阿形健一 工学研究科修士課程学生、村井俊介 同助教、田中勝久 国際高等教育院教授の研究グループは、自由に切り貼りできるナノアンテナシールの開発に成功しました。
例えば発光素子にシールを貼ることで、発光をより明るくすることができます。本研究グループは次世代の指向性光源開発に向けて、発光に指向性を与えるナノアンテナの研究を行っています。これまでに白色LEDに利用可能な黄色蛍光体基板上にナノアンテナを作製することで、発光の増大と指向性の付与に成功しています。しかし、ナノアンテナ作製には高度に最適化された複雑な工程があり、その工程すべてに適合する特定の材料上にしか作ることができませんでした。これはナノアンテナの応用研究上の大きな妨げでした。
本研究では様々な材料の表面に貼れて何度も繰り返し使えるシールを開発することでこの問題を解決しました。シールは特別な処理なく多くの材料に貼ることが可能で、例えば前述の黄色蛍光体基板上に貼ることで正面方向に3倍程度の発光強度の増加が見られました。現状でシールの性能は直接作製したナノアンテナの半分程度ですが、今後の研究により、直接作製したナノアンテナに迫るシールの開発を目指します。
本研究成果は、2021年1月14日に、国際学術誌「Applied Physics Letters」のオンライン版に掲載されました。
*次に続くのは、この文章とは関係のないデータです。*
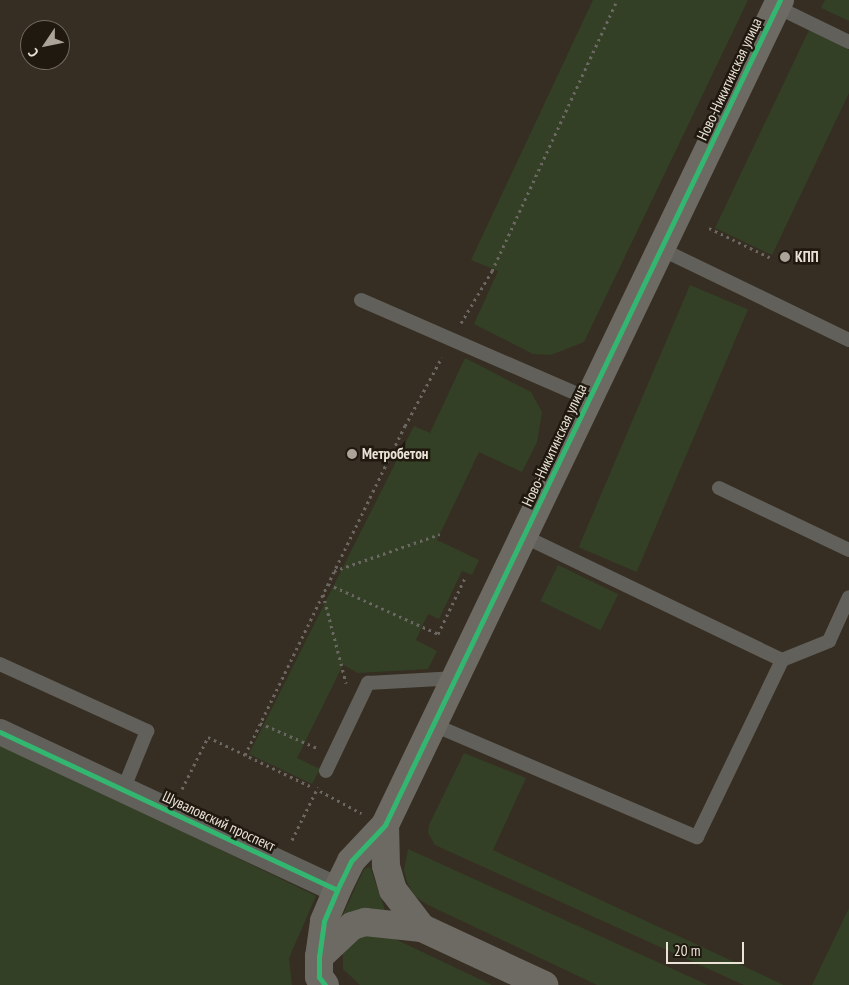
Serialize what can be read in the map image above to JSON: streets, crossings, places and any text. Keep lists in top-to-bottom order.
{
  "streets": {
    "street": ["Ново-Никитинская улица", "Шуваловский проспект"]
  },
  "crossings": [
    ["Ново-Никитинская улица", "Шуваловский проспект"]
  ],
  "places": ["КПП", "Метробетон"],
  "scale_bar": "20 m",
  "north": "bottom left"
}
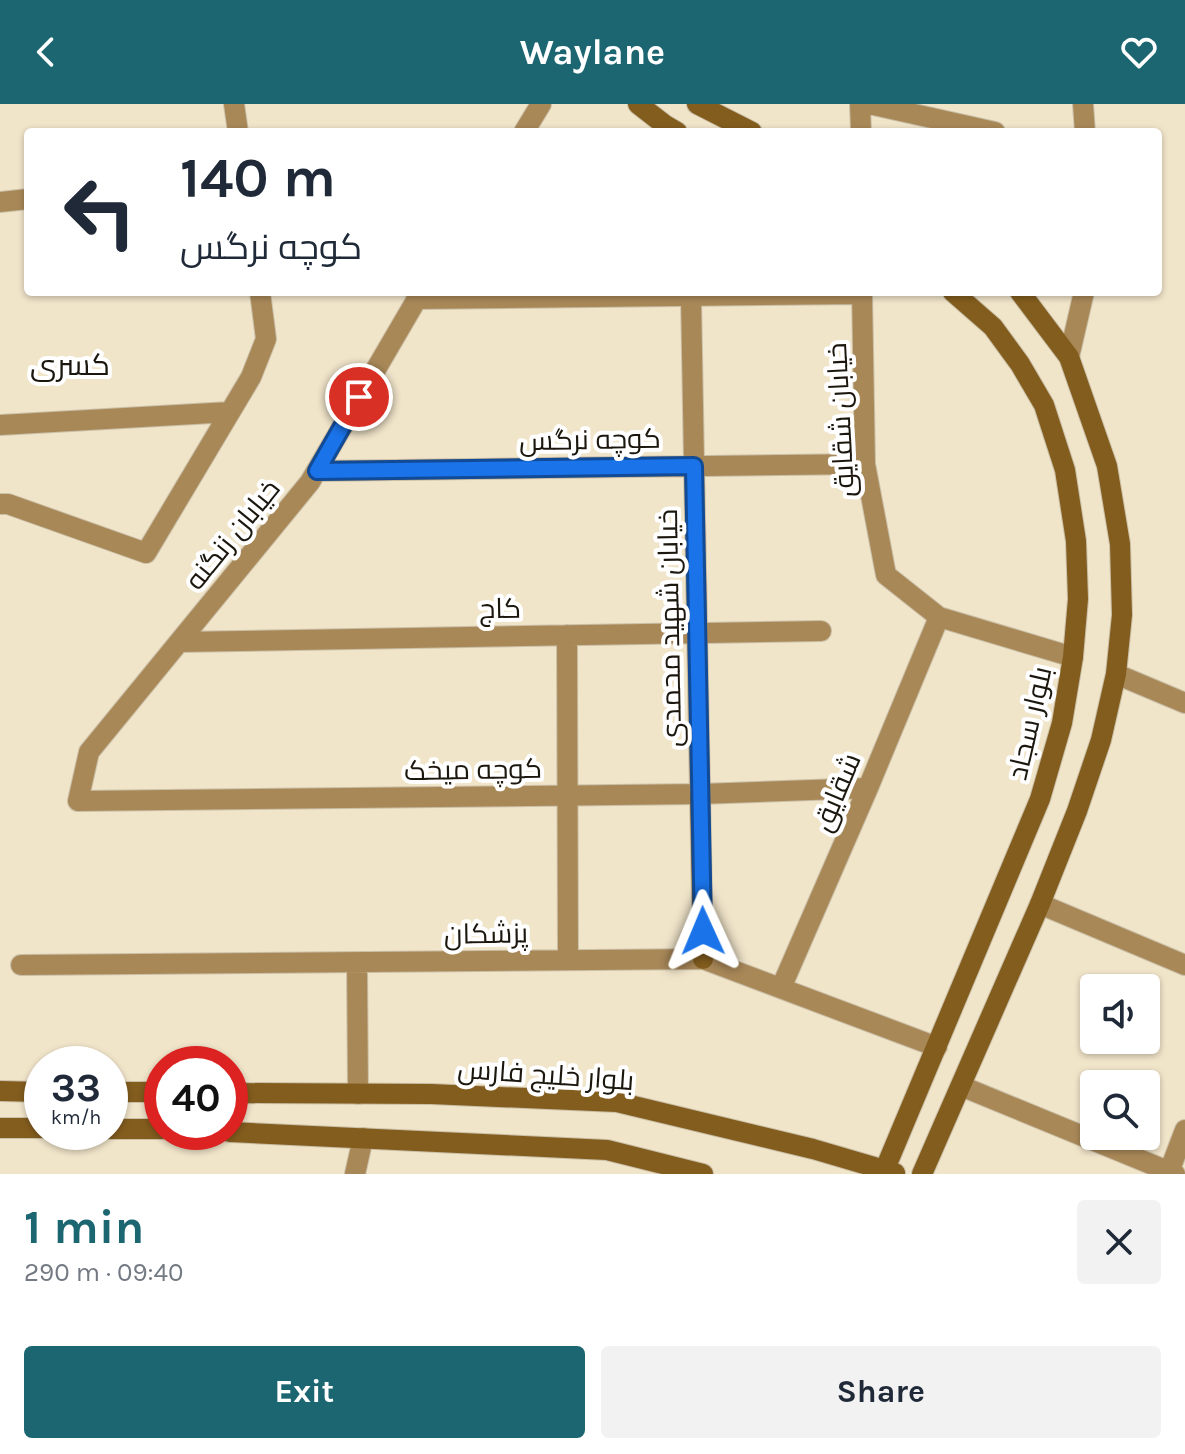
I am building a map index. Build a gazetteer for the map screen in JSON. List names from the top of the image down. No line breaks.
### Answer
{"streets":{"main road":["خیابان شهید محمدی","بلوار سجاد","بلوار خلیج فارس"],"street":["خیابان شقایق","کوچه نرگس","خیابان زنگنه","کاج","کوچه میخک","شقایق","پزشکان"]},"crossings":[["خیابان شقایق","کوچه نرگس"],["خیابان شقایق","بلوار سجاد"],["خیابان شقایق","شقایق"],["کوچه نرگس","خیابان زنگنه"],["کوچه نرگس","خیابان شهید محمدی"],["خیابان زنگنه","کاج"],["خیابان زنگنه","کوچه میخک"],["کاج","خیابان شهید محمدی"],["خیابان شهید محمدی","کوچه میخک"],["خیابان شهید محمدی","پزشکان"],["بلوار سجاد","پزشکان"],["بلوار سجاد","بلوار خلیج فارس"],["کوچه میخک","شقایق"],["شقایق","پزشکان"]],"districts":["کسری"],"page":{"header":"Waylane","turn":["140 m","کوچه نرگس"],"speed":"33 km/h","limit":"40","heading":["1 min","290 m · 09:40"],"buttons":["Exit","Share"]}}
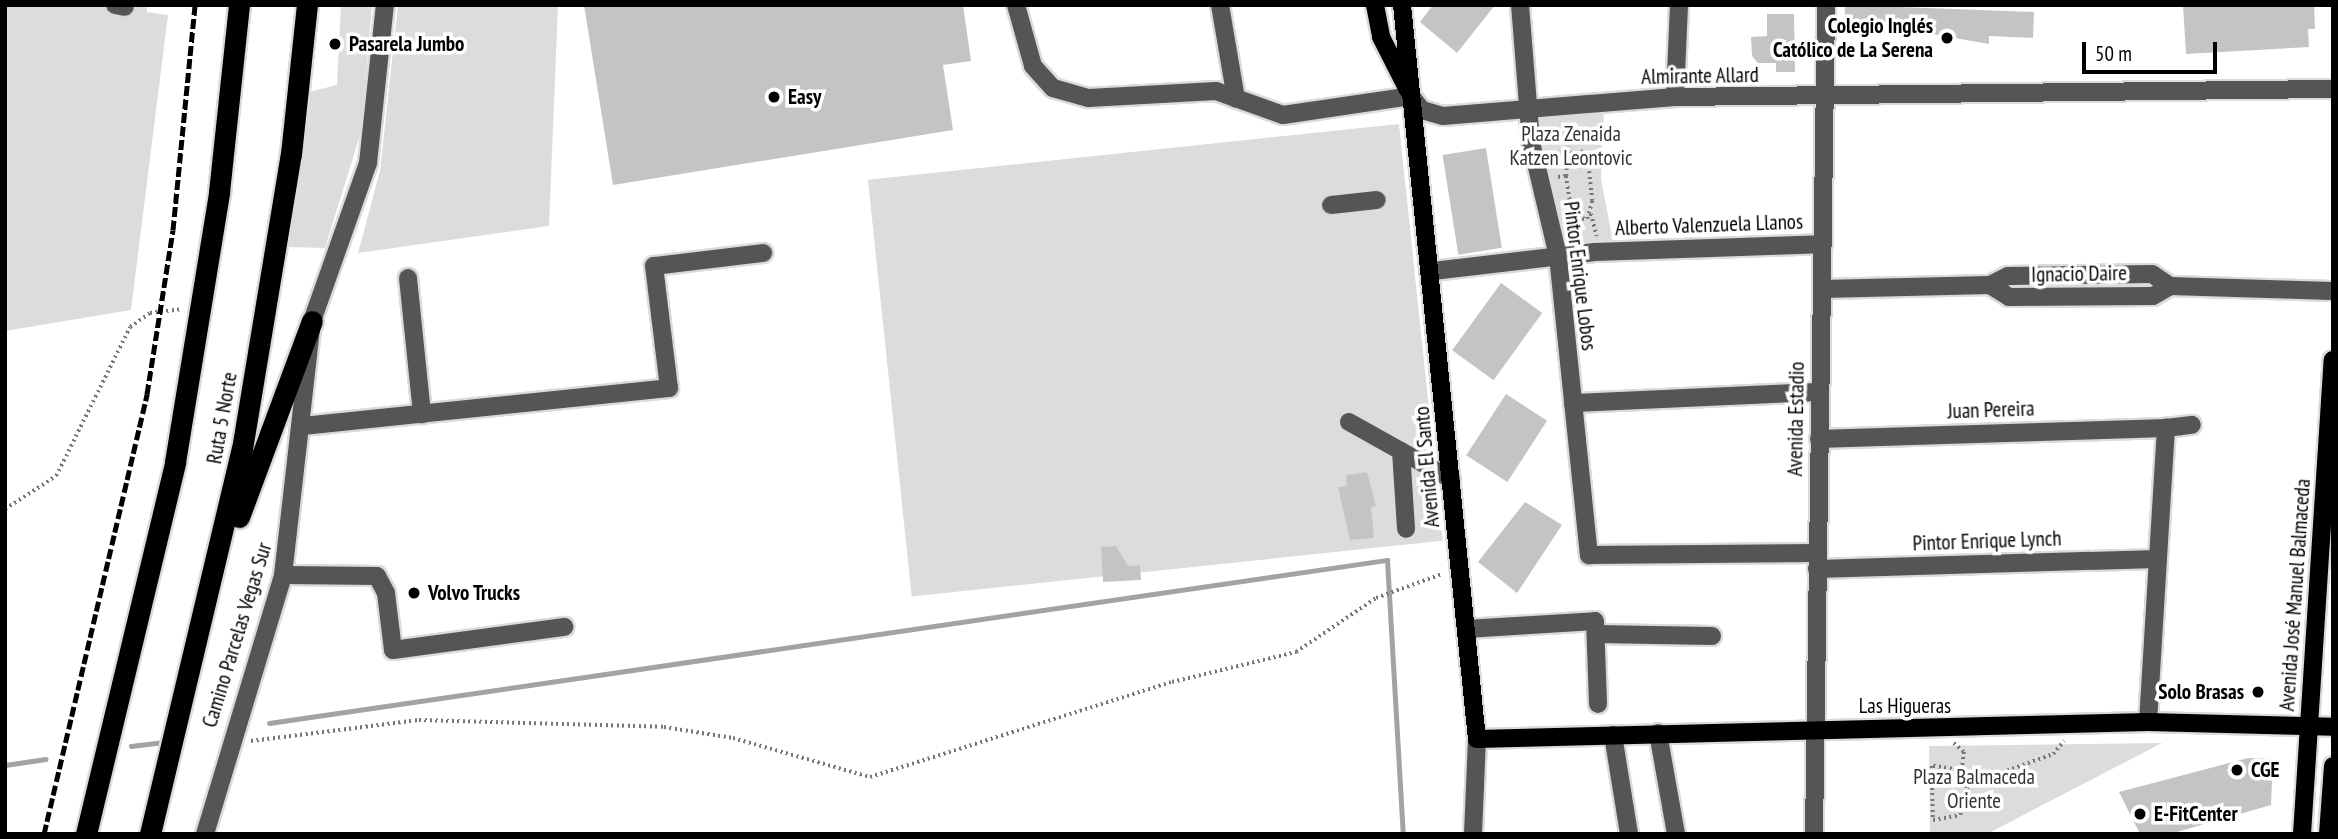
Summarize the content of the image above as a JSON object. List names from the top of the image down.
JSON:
{
  "streets": {
    "highway": ["Ruta 5 Norte"],
    "main road": ["Avenida El Santo", "Avenida José Manuel Balmaceda", "Las Higueras"],
    "street": [
      "Almirante Allard",
      "Alberto Valenzuela Llanos",
      "Ignacio Daire",
      "Pintor Enrique Lobos",
      "Juan Pereira",
      "Avenida Estadio",
      "Pintor Enrique Lynch",
      "Camino Parcelas Vegas Sur"
    ]
  },
  "crossings": [
    ["Almirante Allard", "Pintor Enrique Lobos"],
    ["Almirante Allard", "Avenida Estadio"],
    ["Almirante Allard", "Avenida El Santo"],
    ["Alberto Valenzuela Llanos", "Pintor Enrique Lobos"],
    ["Alberto Valenzuela Llanos", "Avenida Estadio"],
    ["Alberto Valenzuela Llanos", "Avenida El Santo"],
    ["Ignacio Daire", "Avenida Estadio"],
    ["Pintor Enrique Lobos", "Pintor Enrique Lynch"],
    ["Juan Pereira", "Avenida Estadio"],
    ["Avenida Estadio", "Pintor Enrique Lynch"],
    ["Avenida Estadio", "Las Higueras"],
    ["Avenida El Santo", "Las Higueras"],
    ["Avenida José Manuel Balmaceda", "Las Higueras"]
  ],
  "parks": ["Plaza Zenaida Katzen Leontovic", "Plaza Balmaceda Oriente"],
  "places": [
    "Colegio Inglés Católico de La Serena",
    "Pasarela Jumbo",
    "Easy",
    "Volvo Trucks",
    "Solo Brasas",
    "CGE",
    "E-FitCenter"
  ],
  "scale_bar": "50 m"
}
【DOI】 https://doi.org/10.1063/5.0034115
Kenichi Agata, Shunsuke Murai, and Katsuhisa Tanaka (2021). Stick-and-play metasurfaces for directional light outcoupling. Applied Physics Letters, 118(2):021110.
日刊工業新聞(1月15日 30面)に掲載されました。